Segment Open
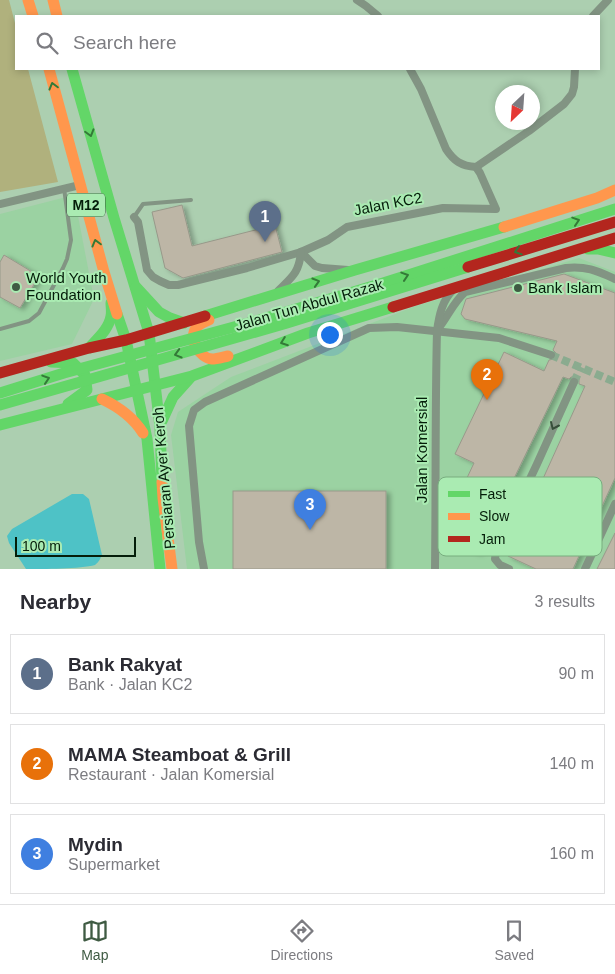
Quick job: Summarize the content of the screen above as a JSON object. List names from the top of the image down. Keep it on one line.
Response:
{"streets":{"main road":["M12","Jalan Tun Abdul Razak","Persiaran Ayer Keroh"],"street":["Jalan KC2","Jalan Komersial"]},"crossings":[["M12","Persiaran Ayer Keroh"]],"places":["World Youth Foundation","Bank Islam"],"legend":["Fast","Slow","Jam"],"scale_bar":"100 m","north":"bottom left","page":{"search":"Search here","pins":["1","2","3"],"scale":"100 m","heading":["Nearby","3 results"],"list":[{"mark":"1","name":"Bank Rakyat","note":"Bank · Jalan KC2","value":"90 m"},{"mark":"2","name":"MAMA Steamboat & Grill","note":"Restaurant · Jalan Komersial","value":"140 m"},{"mark":"3","name":"Mydin","note":"Supermarket","value":"160 m"}],"nav":["Map","Directions","Saved"]}}
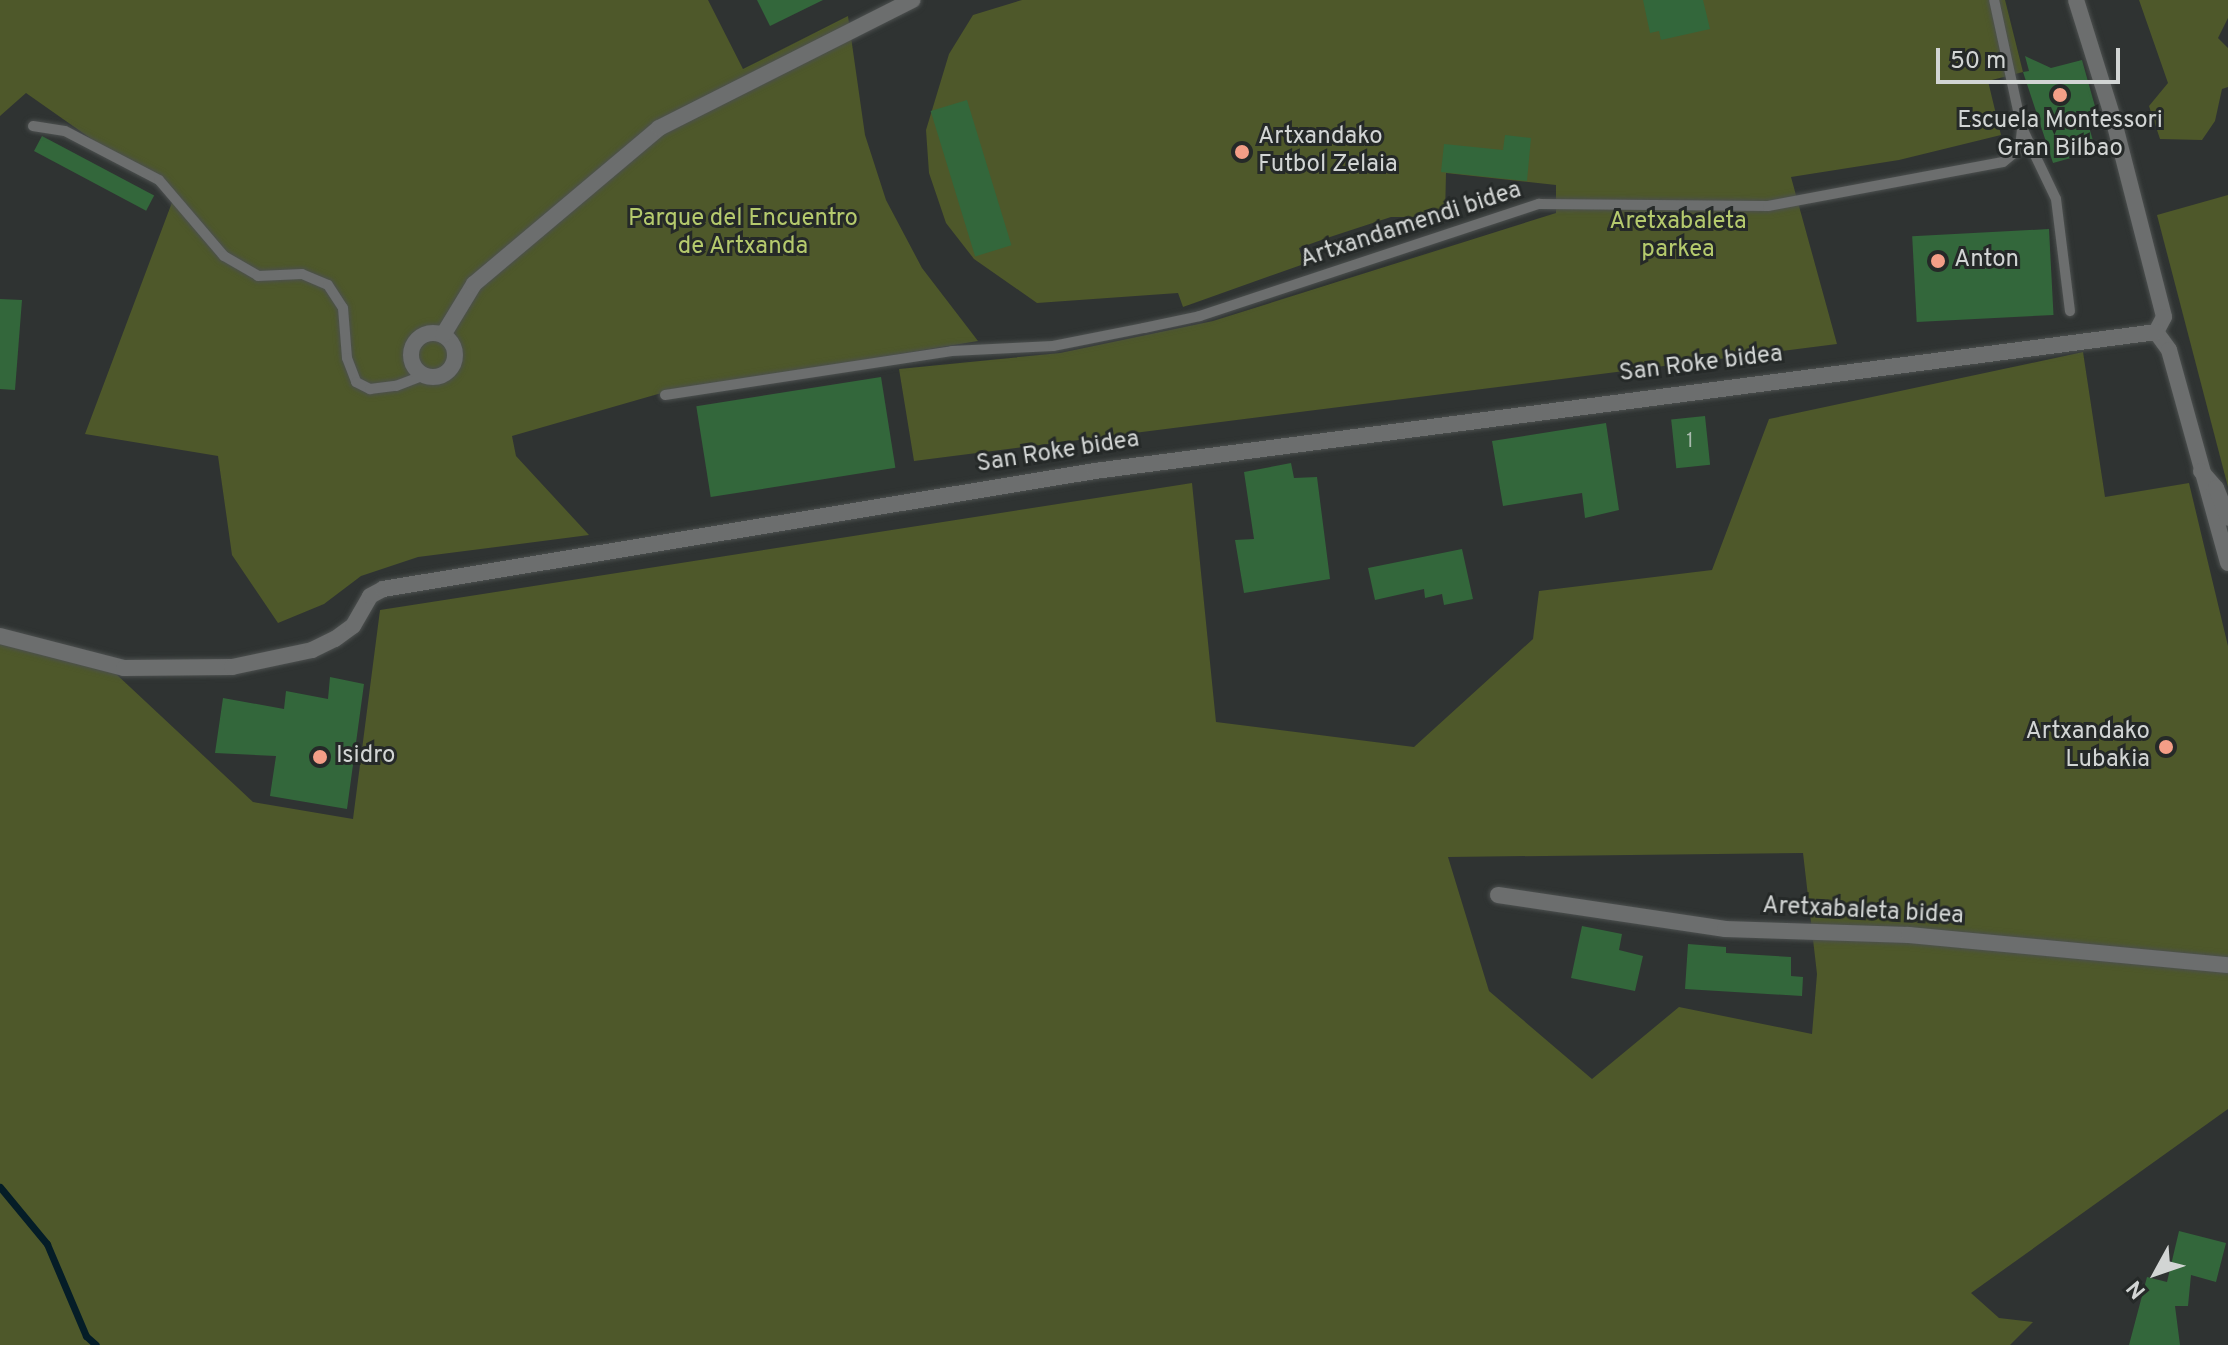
Segment Closed
With the pictures removed, set down every line of the listing above exactly.

Quick job: Summarize the content of the screen above as a JSON object. List names from the top of the image down. Keep it on one line.
Response:
{"streets":{"main road":["M12","Jalan Tun Abdul Razak","Persiaran Ayer Keroh"],"street":["Jalan KC2","Jalan Komersial"]},"crossings":[["M12","Persiaran Ayer Keroh"]],"places":["World Youth Foundation","Bank Islam"],"legend":["Fast","Slow","Jam"],"scale_bar":"100 m","north":"bottom left","page":{"search":"Search here","pins":["1","2","3"],"scale":"100 m","heading":["Nearby","3 results"],"list":[{"mark":"1","name":"Bank Rakyat","note":"Bank · Jalan KC2","value":"90 m"},{"mark":"2","name":"MAMA Steamboat & Grill","note":"Restaurant · Jalan Komersial","value":"140 m"},{"mark":"3","name":"Mydin","note":"Supermarket","value":"160 m"}],"nav":["Map","Directions","Saved"]}}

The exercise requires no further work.